Reproduce the entries shown below only from the line with "flex:none; width:22px; height:22px;" down to the line with "fill:#cfb184; stroke:#4a1f2b; fill-rule:evenodd", keeping both end lines and copying each one exactly.
[SUPPLIED RECORDS Boundary: Start]
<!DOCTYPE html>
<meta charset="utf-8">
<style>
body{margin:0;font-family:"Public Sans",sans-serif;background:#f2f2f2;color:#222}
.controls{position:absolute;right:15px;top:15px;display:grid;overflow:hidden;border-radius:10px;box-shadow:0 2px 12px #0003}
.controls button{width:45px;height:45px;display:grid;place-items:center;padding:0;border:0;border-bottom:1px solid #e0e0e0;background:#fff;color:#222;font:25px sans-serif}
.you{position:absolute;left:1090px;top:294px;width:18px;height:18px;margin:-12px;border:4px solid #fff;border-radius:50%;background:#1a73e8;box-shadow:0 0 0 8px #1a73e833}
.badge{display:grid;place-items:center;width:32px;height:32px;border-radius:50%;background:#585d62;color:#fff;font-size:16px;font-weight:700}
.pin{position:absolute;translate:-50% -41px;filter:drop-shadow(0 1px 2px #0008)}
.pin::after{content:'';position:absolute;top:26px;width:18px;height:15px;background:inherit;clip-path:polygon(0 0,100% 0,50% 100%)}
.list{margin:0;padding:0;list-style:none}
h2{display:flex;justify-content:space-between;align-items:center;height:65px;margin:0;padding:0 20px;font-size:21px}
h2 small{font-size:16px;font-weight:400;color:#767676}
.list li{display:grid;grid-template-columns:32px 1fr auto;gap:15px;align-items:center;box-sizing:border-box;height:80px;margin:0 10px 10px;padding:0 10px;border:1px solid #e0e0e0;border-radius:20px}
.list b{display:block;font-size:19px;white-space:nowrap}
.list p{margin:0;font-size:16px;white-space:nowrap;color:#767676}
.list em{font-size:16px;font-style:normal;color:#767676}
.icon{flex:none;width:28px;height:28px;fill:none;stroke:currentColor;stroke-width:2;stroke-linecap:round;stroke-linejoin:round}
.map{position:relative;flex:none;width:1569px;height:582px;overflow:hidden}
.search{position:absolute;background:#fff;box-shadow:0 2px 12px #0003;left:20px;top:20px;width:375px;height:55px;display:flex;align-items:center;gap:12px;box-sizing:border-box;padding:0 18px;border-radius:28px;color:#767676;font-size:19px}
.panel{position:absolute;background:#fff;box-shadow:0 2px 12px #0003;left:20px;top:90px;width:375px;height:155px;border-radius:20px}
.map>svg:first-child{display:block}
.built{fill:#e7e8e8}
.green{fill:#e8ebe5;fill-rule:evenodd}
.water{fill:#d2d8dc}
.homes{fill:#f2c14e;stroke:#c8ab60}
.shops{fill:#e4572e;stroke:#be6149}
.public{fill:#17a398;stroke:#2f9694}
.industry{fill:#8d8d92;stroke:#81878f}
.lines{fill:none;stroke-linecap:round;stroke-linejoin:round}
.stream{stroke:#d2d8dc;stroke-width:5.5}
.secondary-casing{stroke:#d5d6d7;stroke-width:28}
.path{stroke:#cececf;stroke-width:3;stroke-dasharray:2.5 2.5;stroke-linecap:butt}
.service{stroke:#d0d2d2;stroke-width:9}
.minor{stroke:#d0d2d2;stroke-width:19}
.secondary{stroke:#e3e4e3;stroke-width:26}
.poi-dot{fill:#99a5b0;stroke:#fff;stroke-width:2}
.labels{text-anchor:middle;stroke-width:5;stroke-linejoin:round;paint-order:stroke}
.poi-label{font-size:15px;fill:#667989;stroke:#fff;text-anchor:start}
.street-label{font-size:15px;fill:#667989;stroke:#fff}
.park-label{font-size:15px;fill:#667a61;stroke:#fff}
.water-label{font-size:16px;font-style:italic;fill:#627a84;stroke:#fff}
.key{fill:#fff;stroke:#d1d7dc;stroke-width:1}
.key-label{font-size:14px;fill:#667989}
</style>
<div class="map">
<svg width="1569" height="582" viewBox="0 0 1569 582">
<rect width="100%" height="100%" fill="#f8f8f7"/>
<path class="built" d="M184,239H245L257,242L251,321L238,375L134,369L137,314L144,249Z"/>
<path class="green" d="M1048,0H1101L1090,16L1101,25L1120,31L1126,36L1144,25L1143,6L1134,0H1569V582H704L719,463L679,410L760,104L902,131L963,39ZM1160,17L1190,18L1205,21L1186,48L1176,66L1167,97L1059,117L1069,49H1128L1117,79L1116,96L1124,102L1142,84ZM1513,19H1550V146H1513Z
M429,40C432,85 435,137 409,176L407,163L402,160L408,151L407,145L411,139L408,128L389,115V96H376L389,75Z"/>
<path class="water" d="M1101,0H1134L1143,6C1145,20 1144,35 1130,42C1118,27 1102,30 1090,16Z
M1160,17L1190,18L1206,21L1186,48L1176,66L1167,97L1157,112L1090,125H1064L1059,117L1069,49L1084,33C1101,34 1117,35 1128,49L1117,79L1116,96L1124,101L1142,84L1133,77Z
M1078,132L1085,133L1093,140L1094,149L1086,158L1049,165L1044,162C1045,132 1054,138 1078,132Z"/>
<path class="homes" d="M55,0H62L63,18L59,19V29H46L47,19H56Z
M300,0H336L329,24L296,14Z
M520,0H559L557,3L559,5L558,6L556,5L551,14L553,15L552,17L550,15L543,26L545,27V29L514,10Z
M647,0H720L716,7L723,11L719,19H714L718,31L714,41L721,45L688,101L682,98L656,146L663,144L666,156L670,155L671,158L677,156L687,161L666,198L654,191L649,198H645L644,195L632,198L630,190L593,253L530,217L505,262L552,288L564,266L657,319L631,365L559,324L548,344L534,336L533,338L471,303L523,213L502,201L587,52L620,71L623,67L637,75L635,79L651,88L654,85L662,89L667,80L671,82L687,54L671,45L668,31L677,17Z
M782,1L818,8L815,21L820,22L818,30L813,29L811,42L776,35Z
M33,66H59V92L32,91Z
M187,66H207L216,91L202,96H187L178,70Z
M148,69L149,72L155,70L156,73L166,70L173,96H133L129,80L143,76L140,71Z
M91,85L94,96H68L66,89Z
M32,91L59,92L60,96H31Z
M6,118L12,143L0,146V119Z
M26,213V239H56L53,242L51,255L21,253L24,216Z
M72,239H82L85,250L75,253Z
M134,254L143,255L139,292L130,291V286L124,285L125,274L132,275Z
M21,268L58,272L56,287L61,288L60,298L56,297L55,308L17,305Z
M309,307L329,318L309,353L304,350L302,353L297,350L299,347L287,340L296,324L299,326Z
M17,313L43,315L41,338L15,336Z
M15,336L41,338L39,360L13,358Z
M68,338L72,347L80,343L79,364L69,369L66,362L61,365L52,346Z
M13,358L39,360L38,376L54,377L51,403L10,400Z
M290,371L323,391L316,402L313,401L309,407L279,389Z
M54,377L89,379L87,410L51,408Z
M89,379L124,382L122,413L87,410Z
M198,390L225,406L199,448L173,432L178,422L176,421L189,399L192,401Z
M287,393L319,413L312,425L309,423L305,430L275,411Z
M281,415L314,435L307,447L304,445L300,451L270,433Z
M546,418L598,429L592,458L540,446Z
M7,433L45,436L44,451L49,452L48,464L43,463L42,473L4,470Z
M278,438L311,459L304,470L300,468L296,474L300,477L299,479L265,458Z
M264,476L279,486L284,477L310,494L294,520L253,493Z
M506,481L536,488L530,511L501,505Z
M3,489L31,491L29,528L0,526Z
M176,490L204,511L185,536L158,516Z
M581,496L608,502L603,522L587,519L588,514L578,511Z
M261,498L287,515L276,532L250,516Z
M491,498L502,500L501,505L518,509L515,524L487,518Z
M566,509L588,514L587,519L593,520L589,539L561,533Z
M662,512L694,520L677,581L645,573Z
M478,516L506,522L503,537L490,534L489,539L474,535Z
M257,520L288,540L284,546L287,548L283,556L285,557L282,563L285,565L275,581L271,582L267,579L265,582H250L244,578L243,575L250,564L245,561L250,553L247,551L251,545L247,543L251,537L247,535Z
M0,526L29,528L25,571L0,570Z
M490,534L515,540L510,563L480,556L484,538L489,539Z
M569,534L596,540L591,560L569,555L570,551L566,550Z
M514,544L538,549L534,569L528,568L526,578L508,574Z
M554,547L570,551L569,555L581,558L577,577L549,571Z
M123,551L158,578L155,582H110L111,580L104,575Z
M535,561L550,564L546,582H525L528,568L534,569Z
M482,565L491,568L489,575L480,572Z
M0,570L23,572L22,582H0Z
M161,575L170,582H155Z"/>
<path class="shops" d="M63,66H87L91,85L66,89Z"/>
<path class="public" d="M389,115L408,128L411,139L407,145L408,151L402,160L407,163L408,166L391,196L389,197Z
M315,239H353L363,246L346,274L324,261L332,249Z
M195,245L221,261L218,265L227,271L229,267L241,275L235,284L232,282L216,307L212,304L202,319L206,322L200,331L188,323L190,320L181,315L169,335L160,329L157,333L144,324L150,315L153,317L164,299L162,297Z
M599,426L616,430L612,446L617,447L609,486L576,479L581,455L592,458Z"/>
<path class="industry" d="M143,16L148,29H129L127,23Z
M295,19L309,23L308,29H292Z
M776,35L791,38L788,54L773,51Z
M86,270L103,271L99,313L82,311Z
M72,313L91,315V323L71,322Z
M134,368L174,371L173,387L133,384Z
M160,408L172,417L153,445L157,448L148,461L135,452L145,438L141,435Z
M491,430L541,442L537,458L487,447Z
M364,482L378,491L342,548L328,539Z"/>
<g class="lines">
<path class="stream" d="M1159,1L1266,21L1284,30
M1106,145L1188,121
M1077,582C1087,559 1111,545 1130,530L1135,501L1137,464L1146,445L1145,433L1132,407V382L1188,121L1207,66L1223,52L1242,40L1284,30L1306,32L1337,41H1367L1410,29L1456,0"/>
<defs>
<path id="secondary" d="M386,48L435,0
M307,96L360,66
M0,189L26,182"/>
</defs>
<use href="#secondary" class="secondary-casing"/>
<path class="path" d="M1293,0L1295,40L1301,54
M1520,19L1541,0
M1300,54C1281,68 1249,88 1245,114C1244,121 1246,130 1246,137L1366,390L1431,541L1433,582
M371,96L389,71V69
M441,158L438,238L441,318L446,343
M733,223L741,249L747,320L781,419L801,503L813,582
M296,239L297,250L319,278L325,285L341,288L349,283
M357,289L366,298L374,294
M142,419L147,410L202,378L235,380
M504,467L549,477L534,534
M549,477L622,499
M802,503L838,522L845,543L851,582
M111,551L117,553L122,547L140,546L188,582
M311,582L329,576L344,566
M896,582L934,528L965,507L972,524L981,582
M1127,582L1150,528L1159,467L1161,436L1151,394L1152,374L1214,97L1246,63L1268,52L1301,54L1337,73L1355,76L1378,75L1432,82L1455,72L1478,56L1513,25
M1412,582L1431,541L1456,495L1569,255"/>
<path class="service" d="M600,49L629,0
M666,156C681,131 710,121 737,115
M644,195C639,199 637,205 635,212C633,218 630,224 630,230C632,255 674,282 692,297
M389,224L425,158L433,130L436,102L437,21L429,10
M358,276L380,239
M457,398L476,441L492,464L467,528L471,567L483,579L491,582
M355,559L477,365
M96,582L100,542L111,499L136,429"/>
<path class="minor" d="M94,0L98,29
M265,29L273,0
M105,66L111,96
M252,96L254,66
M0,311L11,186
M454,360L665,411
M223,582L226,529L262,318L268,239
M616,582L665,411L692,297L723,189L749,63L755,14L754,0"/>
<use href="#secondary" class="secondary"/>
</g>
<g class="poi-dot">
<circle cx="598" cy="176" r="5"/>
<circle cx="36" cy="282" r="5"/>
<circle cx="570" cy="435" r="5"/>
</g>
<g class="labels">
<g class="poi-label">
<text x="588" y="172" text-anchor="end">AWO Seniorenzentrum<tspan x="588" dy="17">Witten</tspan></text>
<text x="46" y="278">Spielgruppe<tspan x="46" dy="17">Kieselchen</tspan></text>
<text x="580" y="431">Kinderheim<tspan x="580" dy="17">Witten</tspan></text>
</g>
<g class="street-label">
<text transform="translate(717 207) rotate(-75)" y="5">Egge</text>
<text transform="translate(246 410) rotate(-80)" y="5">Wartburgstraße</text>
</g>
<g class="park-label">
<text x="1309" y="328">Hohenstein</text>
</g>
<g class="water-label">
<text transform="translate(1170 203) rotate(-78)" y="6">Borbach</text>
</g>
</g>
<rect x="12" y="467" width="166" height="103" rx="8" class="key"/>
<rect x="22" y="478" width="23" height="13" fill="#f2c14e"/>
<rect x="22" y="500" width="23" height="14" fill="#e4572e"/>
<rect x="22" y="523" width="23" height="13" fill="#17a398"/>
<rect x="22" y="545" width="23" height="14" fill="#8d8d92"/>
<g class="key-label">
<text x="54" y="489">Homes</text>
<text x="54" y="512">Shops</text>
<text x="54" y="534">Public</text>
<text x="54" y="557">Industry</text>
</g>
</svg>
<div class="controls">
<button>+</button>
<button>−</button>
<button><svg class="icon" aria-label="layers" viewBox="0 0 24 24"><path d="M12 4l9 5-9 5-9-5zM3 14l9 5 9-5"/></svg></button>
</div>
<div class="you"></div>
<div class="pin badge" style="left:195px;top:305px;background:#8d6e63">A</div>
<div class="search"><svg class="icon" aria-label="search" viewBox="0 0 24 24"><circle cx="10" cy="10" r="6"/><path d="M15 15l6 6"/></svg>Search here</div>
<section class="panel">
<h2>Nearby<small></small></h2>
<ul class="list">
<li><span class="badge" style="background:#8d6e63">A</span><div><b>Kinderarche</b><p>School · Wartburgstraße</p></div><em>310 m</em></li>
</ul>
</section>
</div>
[SUPPLIED RECORDS Boundary: End]
[SUPPLIED RECORDS Boundary: Start]
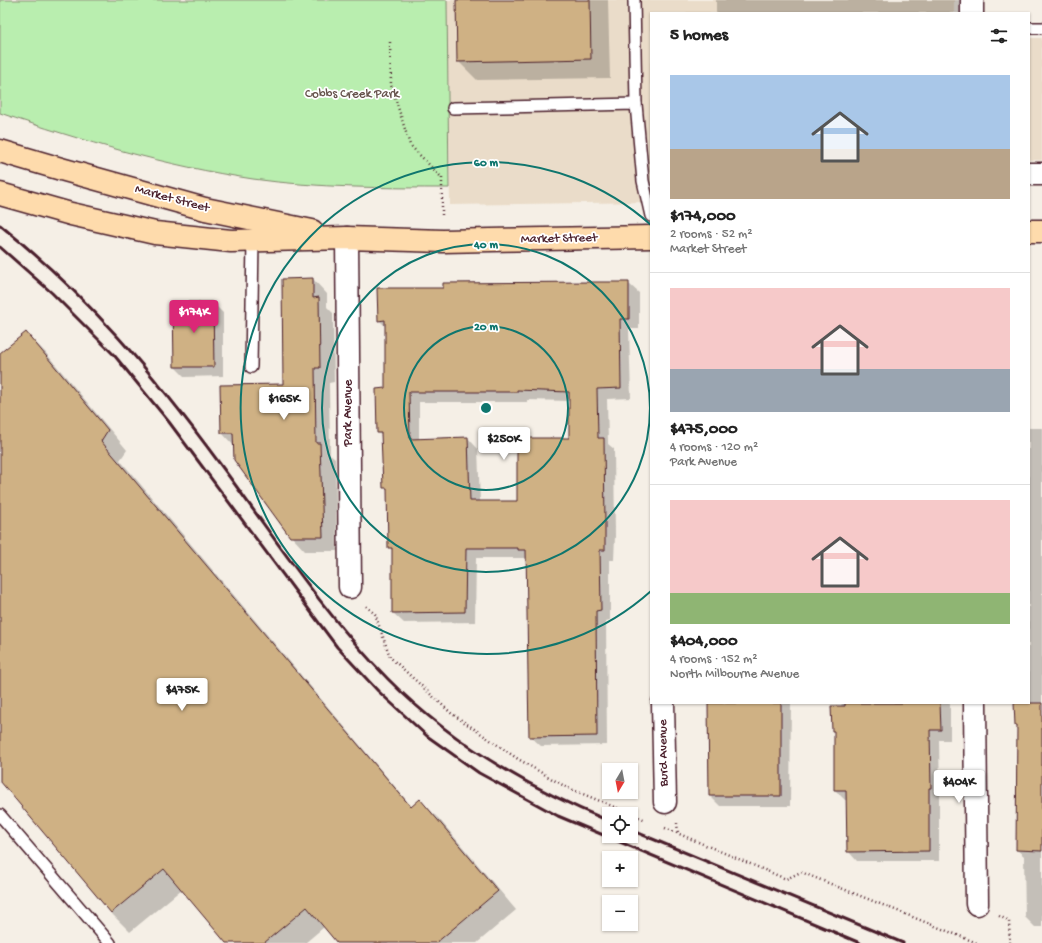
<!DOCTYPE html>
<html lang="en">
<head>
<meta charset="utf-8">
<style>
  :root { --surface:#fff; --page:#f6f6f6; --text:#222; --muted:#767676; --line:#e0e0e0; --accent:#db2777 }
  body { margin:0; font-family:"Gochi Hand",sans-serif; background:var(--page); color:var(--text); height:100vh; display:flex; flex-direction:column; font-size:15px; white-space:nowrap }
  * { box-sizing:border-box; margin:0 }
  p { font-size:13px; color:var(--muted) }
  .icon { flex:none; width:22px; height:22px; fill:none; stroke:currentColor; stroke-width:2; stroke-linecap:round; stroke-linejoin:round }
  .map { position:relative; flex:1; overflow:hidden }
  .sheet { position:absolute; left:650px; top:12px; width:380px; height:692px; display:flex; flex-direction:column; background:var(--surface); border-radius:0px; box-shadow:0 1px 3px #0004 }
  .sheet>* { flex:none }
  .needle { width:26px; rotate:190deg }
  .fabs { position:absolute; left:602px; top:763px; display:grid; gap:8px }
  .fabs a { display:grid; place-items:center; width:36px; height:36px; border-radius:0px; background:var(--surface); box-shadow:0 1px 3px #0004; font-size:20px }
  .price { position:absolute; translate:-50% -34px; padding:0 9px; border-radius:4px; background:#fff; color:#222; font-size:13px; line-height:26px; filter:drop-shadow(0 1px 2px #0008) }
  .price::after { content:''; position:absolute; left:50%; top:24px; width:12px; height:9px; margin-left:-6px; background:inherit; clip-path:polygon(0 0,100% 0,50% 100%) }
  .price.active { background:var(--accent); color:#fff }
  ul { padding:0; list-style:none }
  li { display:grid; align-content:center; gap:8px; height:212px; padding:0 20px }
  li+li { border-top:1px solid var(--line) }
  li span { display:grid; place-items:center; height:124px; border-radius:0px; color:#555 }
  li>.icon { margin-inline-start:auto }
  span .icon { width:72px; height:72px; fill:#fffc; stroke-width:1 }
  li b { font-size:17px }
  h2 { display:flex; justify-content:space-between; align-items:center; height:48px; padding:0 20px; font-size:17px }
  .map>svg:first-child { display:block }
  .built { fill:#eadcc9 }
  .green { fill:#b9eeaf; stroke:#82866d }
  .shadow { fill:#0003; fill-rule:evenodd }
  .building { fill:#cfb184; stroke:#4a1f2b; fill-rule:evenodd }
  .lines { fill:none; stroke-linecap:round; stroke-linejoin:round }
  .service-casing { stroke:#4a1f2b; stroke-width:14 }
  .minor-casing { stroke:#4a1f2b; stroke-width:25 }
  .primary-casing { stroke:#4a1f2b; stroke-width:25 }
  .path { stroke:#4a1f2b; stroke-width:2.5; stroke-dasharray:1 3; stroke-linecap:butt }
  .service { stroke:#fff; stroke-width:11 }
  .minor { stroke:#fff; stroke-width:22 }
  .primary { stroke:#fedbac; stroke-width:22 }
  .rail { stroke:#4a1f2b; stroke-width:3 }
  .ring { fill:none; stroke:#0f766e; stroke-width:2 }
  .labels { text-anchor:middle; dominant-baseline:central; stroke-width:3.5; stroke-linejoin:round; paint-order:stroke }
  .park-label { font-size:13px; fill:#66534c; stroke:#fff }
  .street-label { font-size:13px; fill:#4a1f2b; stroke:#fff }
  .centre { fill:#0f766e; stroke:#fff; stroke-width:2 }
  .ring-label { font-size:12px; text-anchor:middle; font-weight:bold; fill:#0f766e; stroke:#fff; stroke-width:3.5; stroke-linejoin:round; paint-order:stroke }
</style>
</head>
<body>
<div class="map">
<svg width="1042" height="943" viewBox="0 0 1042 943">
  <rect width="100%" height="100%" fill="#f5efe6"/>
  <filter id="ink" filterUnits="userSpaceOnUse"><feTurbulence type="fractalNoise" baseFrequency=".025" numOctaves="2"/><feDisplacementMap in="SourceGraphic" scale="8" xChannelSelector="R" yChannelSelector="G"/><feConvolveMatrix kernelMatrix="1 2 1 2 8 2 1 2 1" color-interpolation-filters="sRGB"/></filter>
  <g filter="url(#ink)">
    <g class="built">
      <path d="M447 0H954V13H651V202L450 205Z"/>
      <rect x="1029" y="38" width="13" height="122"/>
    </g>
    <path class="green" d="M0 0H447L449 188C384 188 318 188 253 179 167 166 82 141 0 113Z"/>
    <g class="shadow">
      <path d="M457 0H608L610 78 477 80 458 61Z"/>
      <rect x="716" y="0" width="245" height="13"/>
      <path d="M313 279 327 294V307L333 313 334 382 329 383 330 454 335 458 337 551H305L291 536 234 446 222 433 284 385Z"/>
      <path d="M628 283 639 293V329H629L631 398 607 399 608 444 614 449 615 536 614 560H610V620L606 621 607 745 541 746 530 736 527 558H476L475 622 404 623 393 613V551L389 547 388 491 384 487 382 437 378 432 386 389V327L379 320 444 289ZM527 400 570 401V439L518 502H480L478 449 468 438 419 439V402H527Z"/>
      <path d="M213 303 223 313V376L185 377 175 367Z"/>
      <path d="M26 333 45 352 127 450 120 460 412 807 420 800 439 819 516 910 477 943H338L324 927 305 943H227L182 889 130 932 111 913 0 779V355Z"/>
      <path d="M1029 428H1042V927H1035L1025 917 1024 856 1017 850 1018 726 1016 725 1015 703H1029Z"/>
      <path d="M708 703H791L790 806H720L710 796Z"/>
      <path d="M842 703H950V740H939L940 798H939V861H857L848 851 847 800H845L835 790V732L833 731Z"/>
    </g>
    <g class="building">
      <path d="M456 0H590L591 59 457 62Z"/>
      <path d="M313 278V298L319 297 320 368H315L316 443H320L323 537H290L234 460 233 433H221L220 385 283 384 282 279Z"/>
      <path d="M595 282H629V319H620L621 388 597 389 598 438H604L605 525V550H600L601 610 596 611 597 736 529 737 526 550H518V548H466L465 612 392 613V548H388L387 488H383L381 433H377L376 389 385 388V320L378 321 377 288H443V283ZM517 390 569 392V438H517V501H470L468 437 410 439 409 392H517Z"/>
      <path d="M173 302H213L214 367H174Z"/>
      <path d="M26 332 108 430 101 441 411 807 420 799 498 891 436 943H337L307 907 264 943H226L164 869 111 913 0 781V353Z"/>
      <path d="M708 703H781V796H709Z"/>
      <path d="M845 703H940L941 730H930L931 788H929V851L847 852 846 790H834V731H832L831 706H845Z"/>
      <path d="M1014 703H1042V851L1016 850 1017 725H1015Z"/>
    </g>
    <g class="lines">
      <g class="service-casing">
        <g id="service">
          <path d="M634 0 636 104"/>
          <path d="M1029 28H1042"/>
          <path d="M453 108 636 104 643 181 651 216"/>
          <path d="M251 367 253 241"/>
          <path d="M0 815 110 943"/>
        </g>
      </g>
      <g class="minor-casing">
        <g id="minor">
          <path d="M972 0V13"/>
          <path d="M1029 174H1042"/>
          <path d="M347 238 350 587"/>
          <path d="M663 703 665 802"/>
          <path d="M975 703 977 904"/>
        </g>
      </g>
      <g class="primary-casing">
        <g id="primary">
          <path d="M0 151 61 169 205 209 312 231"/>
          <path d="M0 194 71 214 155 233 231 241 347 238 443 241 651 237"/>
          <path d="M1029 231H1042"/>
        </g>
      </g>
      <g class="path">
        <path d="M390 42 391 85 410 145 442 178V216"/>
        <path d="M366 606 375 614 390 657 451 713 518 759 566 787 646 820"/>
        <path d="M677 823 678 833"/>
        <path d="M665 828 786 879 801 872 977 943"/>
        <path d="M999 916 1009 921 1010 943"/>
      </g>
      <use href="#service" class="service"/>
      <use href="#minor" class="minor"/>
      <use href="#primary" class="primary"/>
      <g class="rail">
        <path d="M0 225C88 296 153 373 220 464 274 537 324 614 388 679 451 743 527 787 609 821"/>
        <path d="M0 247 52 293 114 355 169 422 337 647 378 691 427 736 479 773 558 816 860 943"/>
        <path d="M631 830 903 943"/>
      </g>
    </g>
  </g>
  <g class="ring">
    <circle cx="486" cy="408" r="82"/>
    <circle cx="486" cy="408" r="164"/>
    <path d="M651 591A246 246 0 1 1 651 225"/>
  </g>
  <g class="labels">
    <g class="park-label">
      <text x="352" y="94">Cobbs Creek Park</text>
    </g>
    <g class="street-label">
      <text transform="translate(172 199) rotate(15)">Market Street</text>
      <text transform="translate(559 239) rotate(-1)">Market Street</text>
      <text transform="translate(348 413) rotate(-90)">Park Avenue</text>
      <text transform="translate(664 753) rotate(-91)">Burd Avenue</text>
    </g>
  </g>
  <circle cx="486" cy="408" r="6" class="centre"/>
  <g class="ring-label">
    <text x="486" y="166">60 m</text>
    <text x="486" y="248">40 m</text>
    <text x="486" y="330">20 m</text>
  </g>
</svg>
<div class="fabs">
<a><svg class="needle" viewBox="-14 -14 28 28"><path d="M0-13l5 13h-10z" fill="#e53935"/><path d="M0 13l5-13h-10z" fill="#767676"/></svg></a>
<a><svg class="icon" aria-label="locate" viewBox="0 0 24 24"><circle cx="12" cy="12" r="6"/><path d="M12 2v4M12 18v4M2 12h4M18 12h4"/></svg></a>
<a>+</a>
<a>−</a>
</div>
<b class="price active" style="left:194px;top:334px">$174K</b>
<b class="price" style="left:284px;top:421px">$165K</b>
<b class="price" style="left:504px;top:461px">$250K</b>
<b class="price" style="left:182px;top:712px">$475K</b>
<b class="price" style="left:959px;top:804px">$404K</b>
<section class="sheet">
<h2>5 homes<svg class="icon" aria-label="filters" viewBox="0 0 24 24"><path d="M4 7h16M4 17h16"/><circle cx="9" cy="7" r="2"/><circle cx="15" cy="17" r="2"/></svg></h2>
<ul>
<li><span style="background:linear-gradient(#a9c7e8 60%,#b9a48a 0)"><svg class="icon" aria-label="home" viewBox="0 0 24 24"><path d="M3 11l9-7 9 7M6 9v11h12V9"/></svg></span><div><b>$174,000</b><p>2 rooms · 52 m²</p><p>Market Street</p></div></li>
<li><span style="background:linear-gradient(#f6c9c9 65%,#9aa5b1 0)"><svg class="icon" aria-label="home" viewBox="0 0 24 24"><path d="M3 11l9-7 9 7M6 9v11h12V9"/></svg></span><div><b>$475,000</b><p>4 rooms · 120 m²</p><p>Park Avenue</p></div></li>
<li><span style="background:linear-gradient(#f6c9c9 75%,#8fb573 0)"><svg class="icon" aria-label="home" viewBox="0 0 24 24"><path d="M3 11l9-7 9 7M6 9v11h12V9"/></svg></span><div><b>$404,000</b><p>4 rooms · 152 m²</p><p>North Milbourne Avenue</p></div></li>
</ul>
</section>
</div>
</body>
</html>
[SUPPLIED RECORDS Boundary: End]
## SOLUTION TO THIS EXERCISE
  .icon { flex:none; width:22px; height:22px; fill:none; stroke:currentColor; stroke-width:2; stroke-linecap:round; stroke-linejoin:round }
  .map { position:relative; flex:1; overflow:hidden }
  .sheet { position:absolute; left:650px; top:12px; width:380px; height:692px; display:flex; flex-direction:column; background:var(--surface); border-radius:0px; box-shadow:0 1px 3px #0004 }
  .sheet>* { flex:none }
  .needle { width:26px; rotate:190deg }
  .fabs { position:absolute; left:602px; top:763px; display:grid; gap:8px }
  .fabs a { display:grid; place-items:center; width:36px; height:36px; border-radius:0px; background:var(--surface); box-shadow:0 1px 3px #0004; font-size:20px }
  .price { position:absolute; translate:-50% -34px; padding:0 9px; border-radius:4px; background:#fff; color:#222; font-size:13px; line-height:26px; filter:drop-shadow(0 1px 2px #0008) }
  .price::after { content:''; position:absolute; left:50%; top:24px; width:12px; height:9px; margin-left:-6px; background:inherit; clip-path:polygon(0 0,100% 0,50% 100%) }
  .price.active { background:var(--accent); color:#fff }
  ul { padding:0; list-style:none }
  li { display:grid; align-content:center; gap:8px; height:212px; padding:0 20px }
  li+li { border-top:1px solid var(--line) }
  li span { display:grid; place-items:center; height:124px; border-radius:0px; color:#555 }
  li>.icon { margin-inline-start:auto }
  span .icon { width:72px; height:72px; fill:#fffc; stroke-width:1 }
  li b { font-size:17px }
  h2 { display:flex; justify-content:space-between; align-items:center; height:48px; padding:0 20px; font-size:17px }
  .map>svg:first-child { display:block }
  .built { fill:#eadcc9 }
  .green { fill:#b9eeaf; stroke:#82866d }
  .shadow { fill:#0003; fill-rule:evenodd }
  .building { fill:#cfb184; stroke:#4a1f2b; fill-rule:evenodd }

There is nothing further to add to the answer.